I had made the solution too thick. Had I diluted it just a little more then perhaps the trap would have worked. As it stood, however, the solution was more like mud than quicksand, a good solid footing of thick, heavy food; an edible land of plenty, sweet in the warm rays of the sun. The wasps were four in number, circling and batting at the glass of the jar, scraping tiny drops of jam from the side, swooping and settling on the Mars-red surface. This was not how it should have been; I had to dilute the solution. Draping a towel over my arm I opened the door and reached out for the jar. Wasps circled my towelled hand as I retreated with the jar, backing into the house and closing the door, leaving the wasps to their own devices. I diluted the jam solution further, tipping half of it down the sink and making it up with warm water, and when I was certain no wasps lurked beyond the door I replaced the jar in its previous position. Ducking back inside, I settled to wait - it was the wasps' turn to move once more.
So delicate: the first wasp folded its legs onto the rim of the jar. The antennae twitched, hunting for the catch; it knew, I swear it knew. It hung forever on the rippled screw-thread, questing, thinking, considering. But that glorious moment was worth all the tension, all the anticipation fused together into one moment of fulfilment. The wasp landed delicately on the blood red surface, lapping for but a moment at the sugared fruit; that moment of pleasure was its last - its two back legs slid gently into the liquid and it was trapped.

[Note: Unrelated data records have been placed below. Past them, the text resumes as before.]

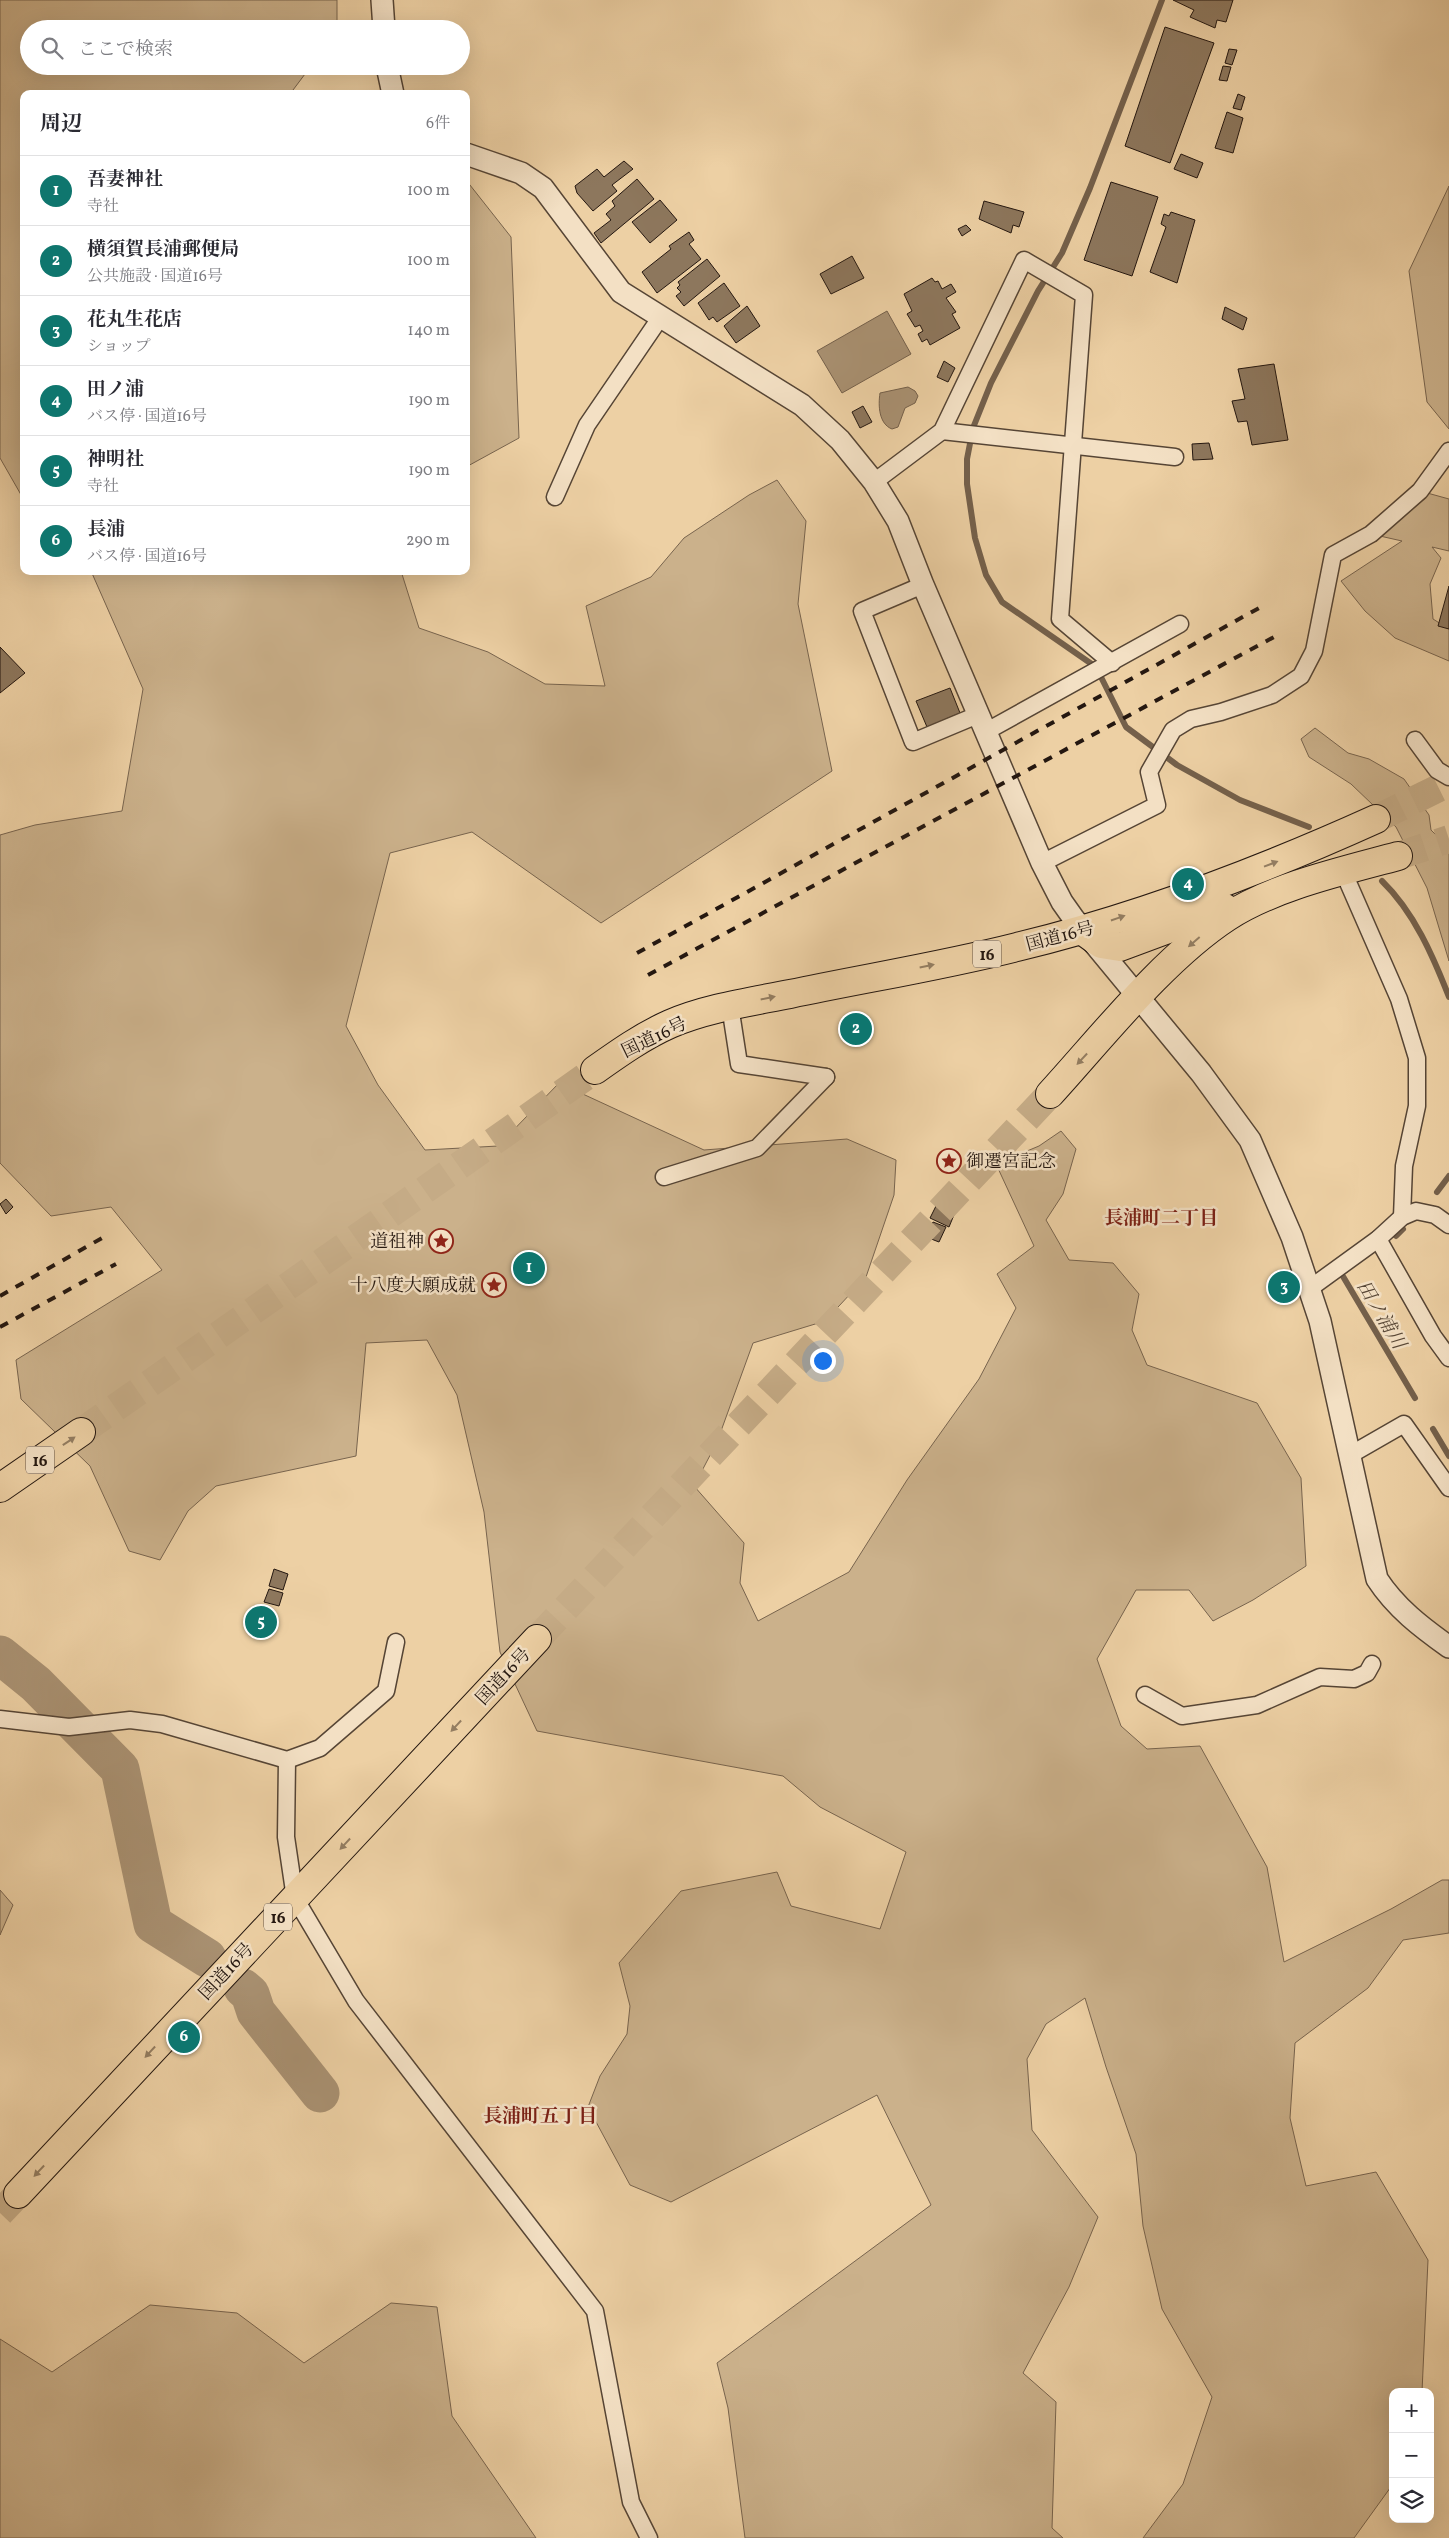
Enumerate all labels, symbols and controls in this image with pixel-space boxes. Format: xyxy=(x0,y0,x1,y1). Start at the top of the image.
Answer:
search box xyxy=(20,20,470,75)
icon: search xyxy=(38,34,66,62)
text: ここで検索 xyxy=(78,37,173,63)
text: 周辺 xyxy=(40,110,82,139)
text: 6件 xyxy=(426,113,450,135)
text: 吾妻神社 xyxy=(87,167,163,193)
text: 1 xyxy=(53,180,59,202)
text: 100 m xyxy=(407,180,450,202)
text: 寺社 xyxy=(87,196,119,218)
text: 横須賀長浦郵便局 xyxy=(87,237,239,263)
text: 2 xyxy=(52,250,60,272)
text: 100 m xyxy=(407,250,450,272)
text: 公共施設 · 国道16号 xyxy=(87,266,223,288)
text: 花丸生花店 xyxy=(87,307,182,333)
text: 3 xyxy=(52,320,60,342)
text: 140 m xyxy=(408,320,450,342)
text: ショップ xyxy=(87,336,151,358)
text: 田ノ浦 xyxy=(87,377,144,403)
text: 4 xyxy=(51,390,61,412)
text: 190 m xyxy=(408,390,450,412)
text: バス停 · 国道16号 xyxy=(87,406,207,428)
text: 神明社 xyxy=(87,447,144,473)
text: 5 xyxy=(52,460,60,482)
text: 190 m xyxy=(408,460,450,482)
text: 寺社 xyxy=(87,476,119,498)
text: 長浦 xyxy=(87,517,125,543)
text: 6 xyxy=(52,530,60,552)
text: 290 m xyxy=(406,530,450,552)
text: バス停 · 国道16号 xyxy=(87,546,207,568)
one-way arrow xyxy=(1264,860,1279,867)
pin: 4 xyxy=(1172,865,1204,903)
one-way arrow xyxy=(1111,914,1126,922)
street label: 国道16号 xyxy=(1023,916,1097,959)
one-way arrow xyxy=(1188,937,1201,948)
road number: 16 xyxy=(973,941,1001,968)
one-way arrow xyxy=(919,962,934,970)
one-way arrow xyxy=(760,994,776,1002)
pin: 2 xyxy=(840,1010,872,1048)
street label: 国道16号 xyxy=(618,1012,692,1065)
one-way arrow xyxy=(1076,1053,1088,1065)
place icon: 御遷宮記念 xyxy=(936,1148,962,1174)
place label: 御遷宮記念 xyxy=(966,1150,1056,1175)
district label: 長浦町二丁目 xyxy=(1104,1206,1218,1232)
place icon: 道祖神 xyxy=(428,1228,454,1254)
place label: 道祖神 xyxy=(370,1230,424,1255)
pin: 1 xyxy=(513,1249,545,1287)
pin: 3 xyxy=(1268,1268,1300,1306)
place icon: 十八度大願成就 xyxy=(481,1272,507,1298)
place label: 十八度大願成就 xyxy=(350,1274,476,1299)
water label: 田ノ浦川 xyxy=(1350,1276,1412,1356)
your location xyxy=(810,1348,836,1374)
one-way arrow xyxy=(62,1436,76,1446)
road number: 16 xyxy=(26,1446,54,1474)
pin: 5 xyxy=(245,1603,277,1641)
street label: 国道16号 xyxy=(471,1643,537,1711)
one-way arrow xyxy=(450,1719,462,1731)
one-way arrow xyxy=(339,1838,351,1850)
road number: 16 xyxy=(264,1904,292,1930)
street label: 国道16号 xyxy=(194,1938,260,2006)
pin: 6 xyxy=(168,2018,200,2056)
one-way arrow xyxy=(144,2046,156,2058)
district label: 長浦町五丁目 xyxy=(483,2104,597,2130)
one-way arrow xyxy=(33,2165,45,2177)
map controls xyxy=(1389,2388,1434,2523)
button: + xyxy=(1389,2388,1434,2433)
button: − xyxy=(1389,2433,1434,2478)
button: layers xyxy=(1389,2478,1434,2523)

Sprawled half in, half out of the jam the wasp's wings were a blur of ineffectual effort; its legs spiralled just beneath the surface, desperate for a purchase, but doomed never to find one. Slowly it sank into the syrup, not quite heavy enough to sink outright, but stuck too well to escape. The first of many. Trapped.
Soon it was joined; wasp after wasp fell into the sweet and sticky pot, struggled and struggled, squirming over the half-dead bodies that lay beneath and alongside it. But none escaped from this tiny drama. And on the rim of the pot crept more, wasp after wasp, gorging themselves on the sweetness of death.
I left the jar there for a week. After that time a layer of insects had gathered at the bottom of the jar, and though summer was not even nearly over the number of wasps visiting the pot had dropped sharply. In addition to this the jam had acquired a thin layer of mould which drifted and eddied in the slow heat of the midday sun. I put the jar into a plastic bag and tied the top before throwing it into the dustbin. I'd have liked to imagine I'd learned something from the experience, but I knew deep down that there was nothing to be learned.